Alabama v Mississippi State
Alabama v Mississippi State / Justin Ford/GettyImages

For fans of college football, Kadyn Procotor's decision to return to Alabama via the Transfer Portal within a matter of months is a frustrating story. For Iowa Hawkeye fans, that frustration is understandably scaled to a higher degree.

As frustrating a situation as it is, I find it hard to blame the player here.

The evolution of college football over the past several years is a net positive for players while, by and large, it's a net neutral for fans.

Players spend a maximum of three to five years at any program and the greats are remembered until they are outperformed and the rest get a nod of appreciation when their contributions are reminded. Fans are loyal to the program, and largely only to the players who produce for their program. And their program is going to play regardless.
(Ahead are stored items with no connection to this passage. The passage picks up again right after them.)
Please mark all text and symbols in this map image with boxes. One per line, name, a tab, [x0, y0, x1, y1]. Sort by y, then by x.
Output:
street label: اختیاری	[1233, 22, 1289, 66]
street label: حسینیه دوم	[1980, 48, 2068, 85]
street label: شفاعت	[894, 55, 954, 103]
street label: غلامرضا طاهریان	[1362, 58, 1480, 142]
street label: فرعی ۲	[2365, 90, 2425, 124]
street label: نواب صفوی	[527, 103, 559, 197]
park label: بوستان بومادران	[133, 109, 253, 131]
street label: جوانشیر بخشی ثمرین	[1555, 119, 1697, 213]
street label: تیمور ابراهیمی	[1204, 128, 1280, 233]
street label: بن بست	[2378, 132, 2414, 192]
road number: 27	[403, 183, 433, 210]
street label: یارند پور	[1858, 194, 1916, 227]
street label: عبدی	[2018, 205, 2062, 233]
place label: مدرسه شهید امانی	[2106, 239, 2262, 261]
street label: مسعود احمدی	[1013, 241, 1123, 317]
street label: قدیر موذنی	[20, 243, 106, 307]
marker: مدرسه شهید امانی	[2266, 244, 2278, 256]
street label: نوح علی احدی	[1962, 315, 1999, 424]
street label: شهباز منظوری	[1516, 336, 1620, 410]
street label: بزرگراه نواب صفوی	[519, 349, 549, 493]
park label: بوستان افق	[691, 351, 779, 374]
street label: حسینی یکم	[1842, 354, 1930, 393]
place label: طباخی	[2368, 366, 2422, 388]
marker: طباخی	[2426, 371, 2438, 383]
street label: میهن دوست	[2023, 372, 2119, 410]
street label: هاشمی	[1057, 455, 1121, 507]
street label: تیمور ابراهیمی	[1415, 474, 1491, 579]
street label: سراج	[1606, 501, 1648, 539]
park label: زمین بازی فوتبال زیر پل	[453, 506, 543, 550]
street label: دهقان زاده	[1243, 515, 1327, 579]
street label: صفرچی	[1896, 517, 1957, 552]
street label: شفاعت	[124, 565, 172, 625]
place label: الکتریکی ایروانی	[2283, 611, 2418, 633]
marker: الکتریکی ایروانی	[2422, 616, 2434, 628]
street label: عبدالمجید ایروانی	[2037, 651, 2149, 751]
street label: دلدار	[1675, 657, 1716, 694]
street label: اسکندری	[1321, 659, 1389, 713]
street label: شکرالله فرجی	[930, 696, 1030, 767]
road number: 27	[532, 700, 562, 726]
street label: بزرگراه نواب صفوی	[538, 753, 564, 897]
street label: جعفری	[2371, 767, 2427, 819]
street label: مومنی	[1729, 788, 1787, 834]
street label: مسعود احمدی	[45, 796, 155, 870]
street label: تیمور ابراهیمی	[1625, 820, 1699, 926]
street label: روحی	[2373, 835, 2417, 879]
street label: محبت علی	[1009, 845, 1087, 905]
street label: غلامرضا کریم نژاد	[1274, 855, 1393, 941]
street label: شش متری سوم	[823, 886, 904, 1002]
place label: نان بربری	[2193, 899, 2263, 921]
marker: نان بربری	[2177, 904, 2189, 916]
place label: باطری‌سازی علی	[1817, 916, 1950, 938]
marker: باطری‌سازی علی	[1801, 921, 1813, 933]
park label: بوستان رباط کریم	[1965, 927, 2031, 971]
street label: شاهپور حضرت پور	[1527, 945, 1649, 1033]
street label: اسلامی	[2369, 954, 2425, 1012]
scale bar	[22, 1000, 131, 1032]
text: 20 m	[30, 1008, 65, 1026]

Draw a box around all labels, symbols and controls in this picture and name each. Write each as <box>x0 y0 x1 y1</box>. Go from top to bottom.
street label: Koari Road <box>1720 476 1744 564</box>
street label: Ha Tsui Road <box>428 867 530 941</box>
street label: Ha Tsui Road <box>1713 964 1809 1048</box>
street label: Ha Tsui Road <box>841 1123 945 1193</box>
Players are loyal to themselves and the team they are on. The pursuit of something greater, be it a professional career, financial gain, or a quality education are all understandable aspirations for any college athlete because, truthfully, it's no different than any other student.

Proctor returned to Iowa out of loyalty. Without Nick Saban at Alabama and a home waiting with open arms in Iowa City, of course, it made sense for him to return. The tampering claims and admissions were nearly irrelevant, except on a larger scale.

With Alabama landing a solid hire in Kalen DeBoer, it makes just as much sense to return to Tuscaloosa and play with a more talented squad offensively and reap the benefits.

Proctor, regardless of his reasons or intentions, was right to do what he felt was in his best interest.

Certainly, I am not glossing over the fact that Proctor did receive NIL compensation from an Iowa collective during his short stint with the program. But is that really worth slandering a young man's character?

Has no one ever taken a job for whatever reason, leaving a great opportunity behind in the pursuit of another interest and backed out after their first paycheck, returning to the place they began at?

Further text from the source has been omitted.